** Available data **
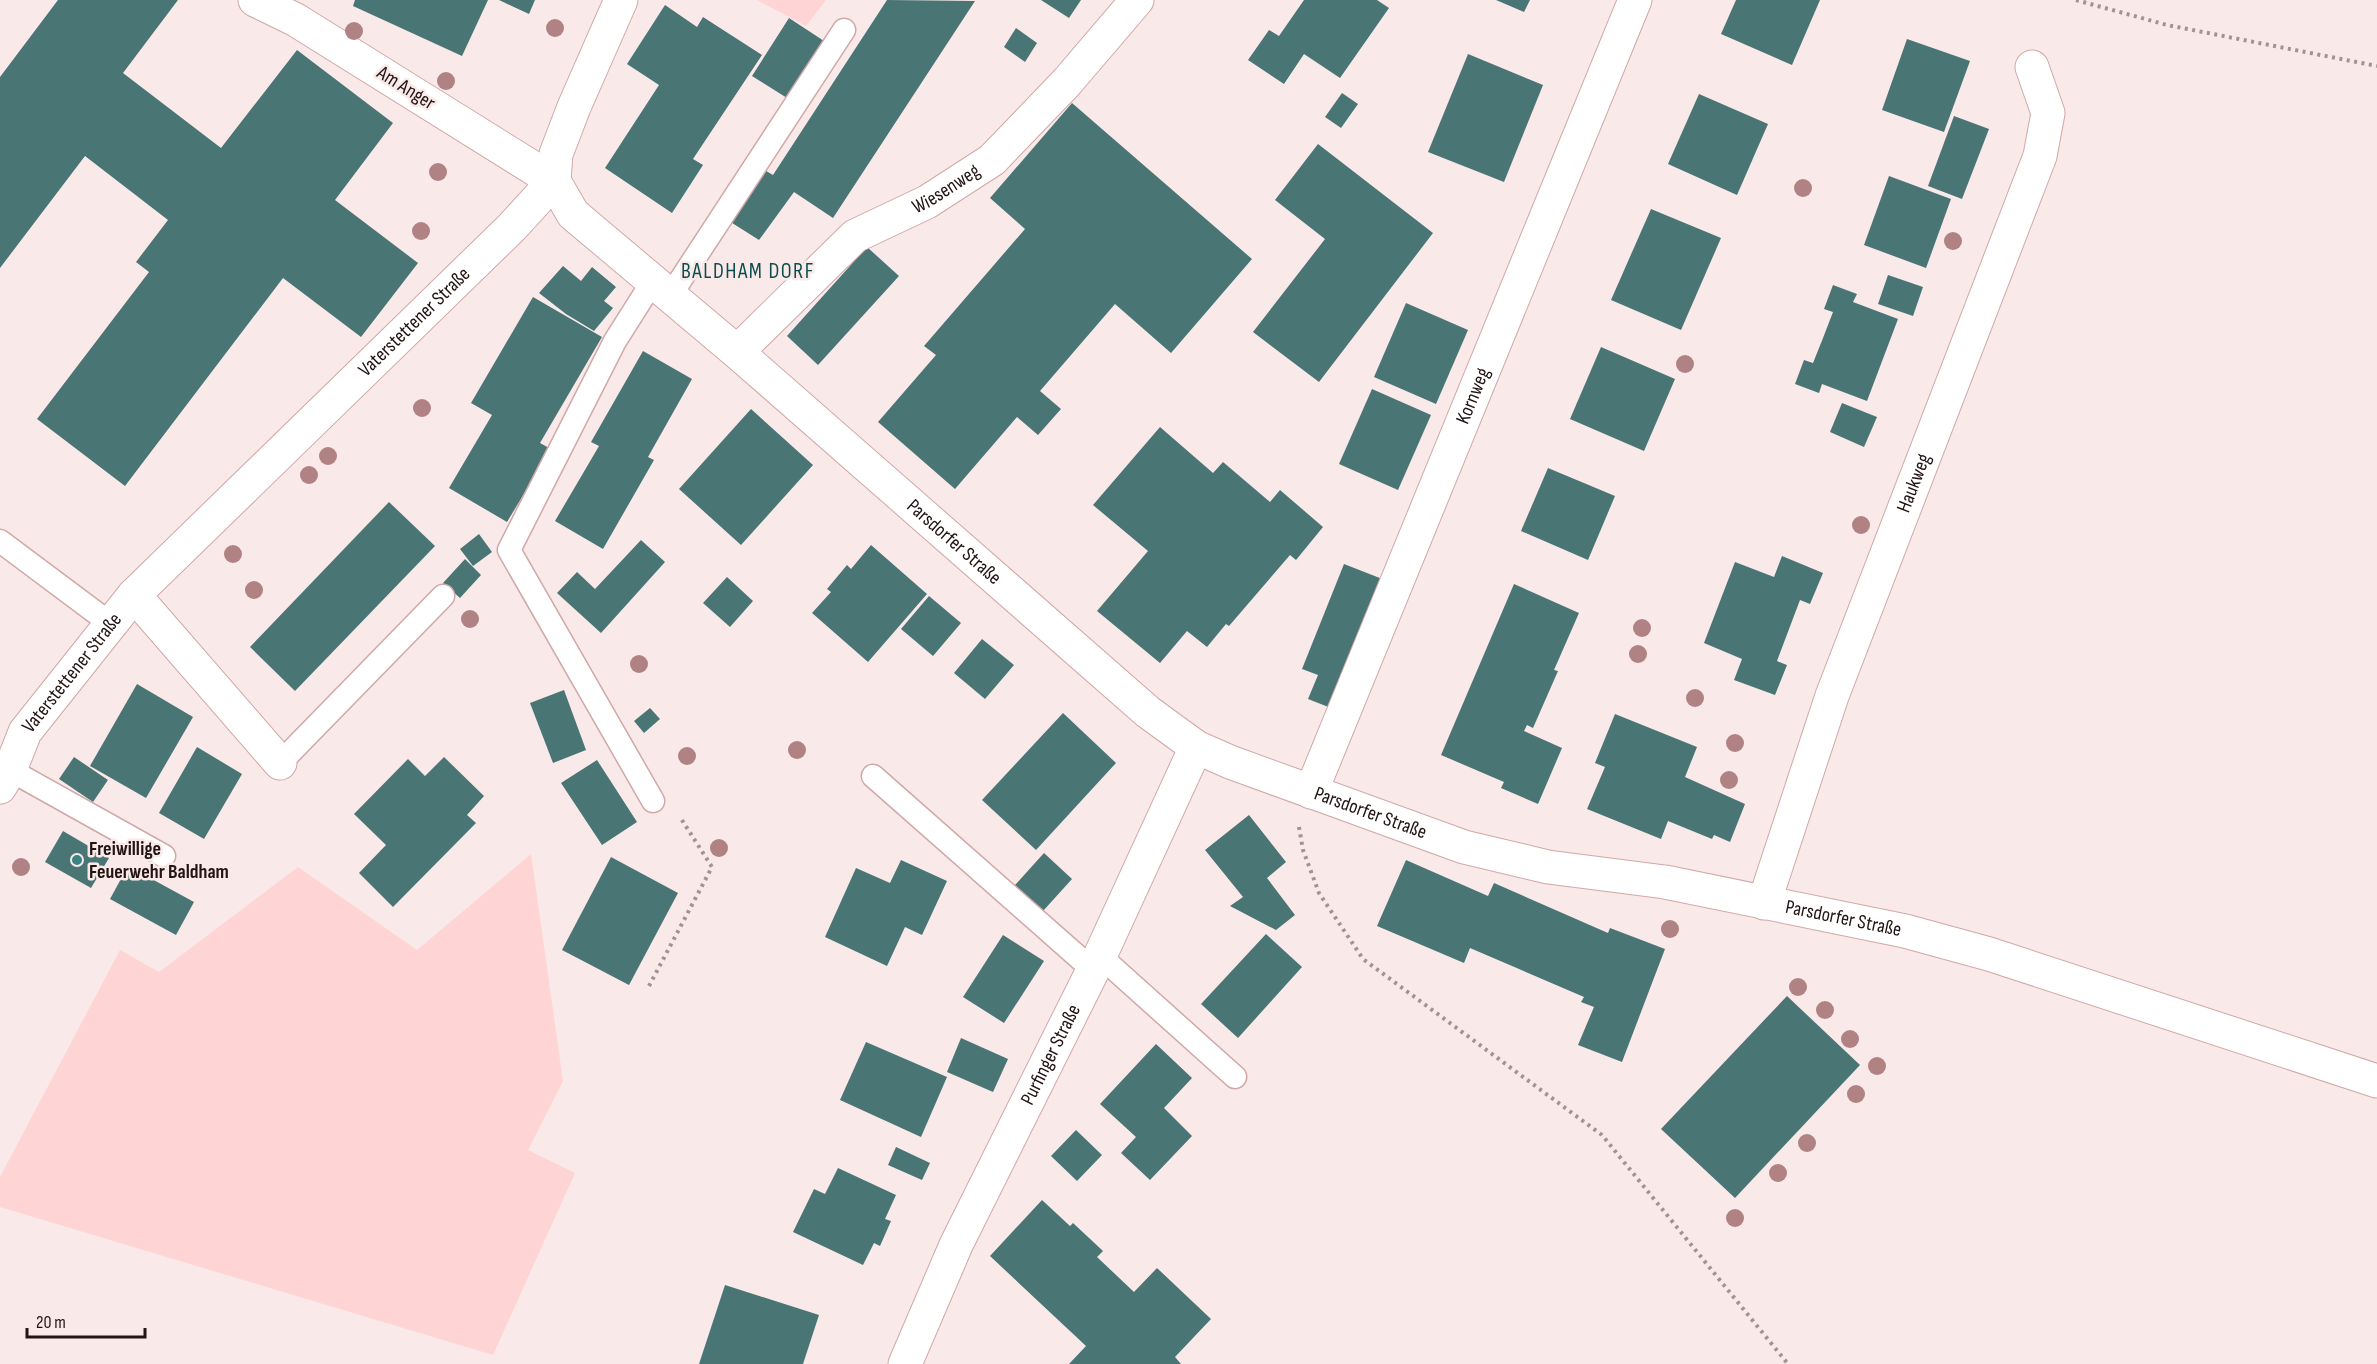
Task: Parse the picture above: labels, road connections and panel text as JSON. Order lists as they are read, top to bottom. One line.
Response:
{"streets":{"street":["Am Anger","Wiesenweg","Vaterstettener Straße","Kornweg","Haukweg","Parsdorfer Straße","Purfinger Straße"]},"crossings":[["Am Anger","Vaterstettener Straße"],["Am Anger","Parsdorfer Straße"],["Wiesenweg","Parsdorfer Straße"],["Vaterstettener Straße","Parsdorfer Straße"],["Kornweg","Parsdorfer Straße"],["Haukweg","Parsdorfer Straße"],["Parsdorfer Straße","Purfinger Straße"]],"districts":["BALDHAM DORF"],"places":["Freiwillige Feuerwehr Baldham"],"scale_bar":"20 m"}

** Activity **
Output the full listing above exactly, excluding all pictures.

** Result **
Task: Parse the picture above: labels, road connections and panel text as JSON. Order lists as they are read, top to bottom. One line.
Response:
{"streets":{"street":["Am Anger","Wiesenweg","Vaterstettener Straße","Kornweg","Haukweg","Parsdorfer Straße","Purfinger Straße"]},"crossings":[["Am Anger","Vaterstettener Straße"],["Am Anger","Parsdorfer Straße"],["Wiesenweg","Parsdorfer Straße"],["Vaterstettener Straße","Parsdorfer Straße"],["Kornweg","Parsdorfer Straße"],["Haukweg","Parsdorfer Straße"],["Parsdorfer Straße","Purfinger Straße"]],"districts":["BALDHAM DORF"],"places":["Freiwillige Feuerwehr Baldham"],"scale_bar":"20 m"}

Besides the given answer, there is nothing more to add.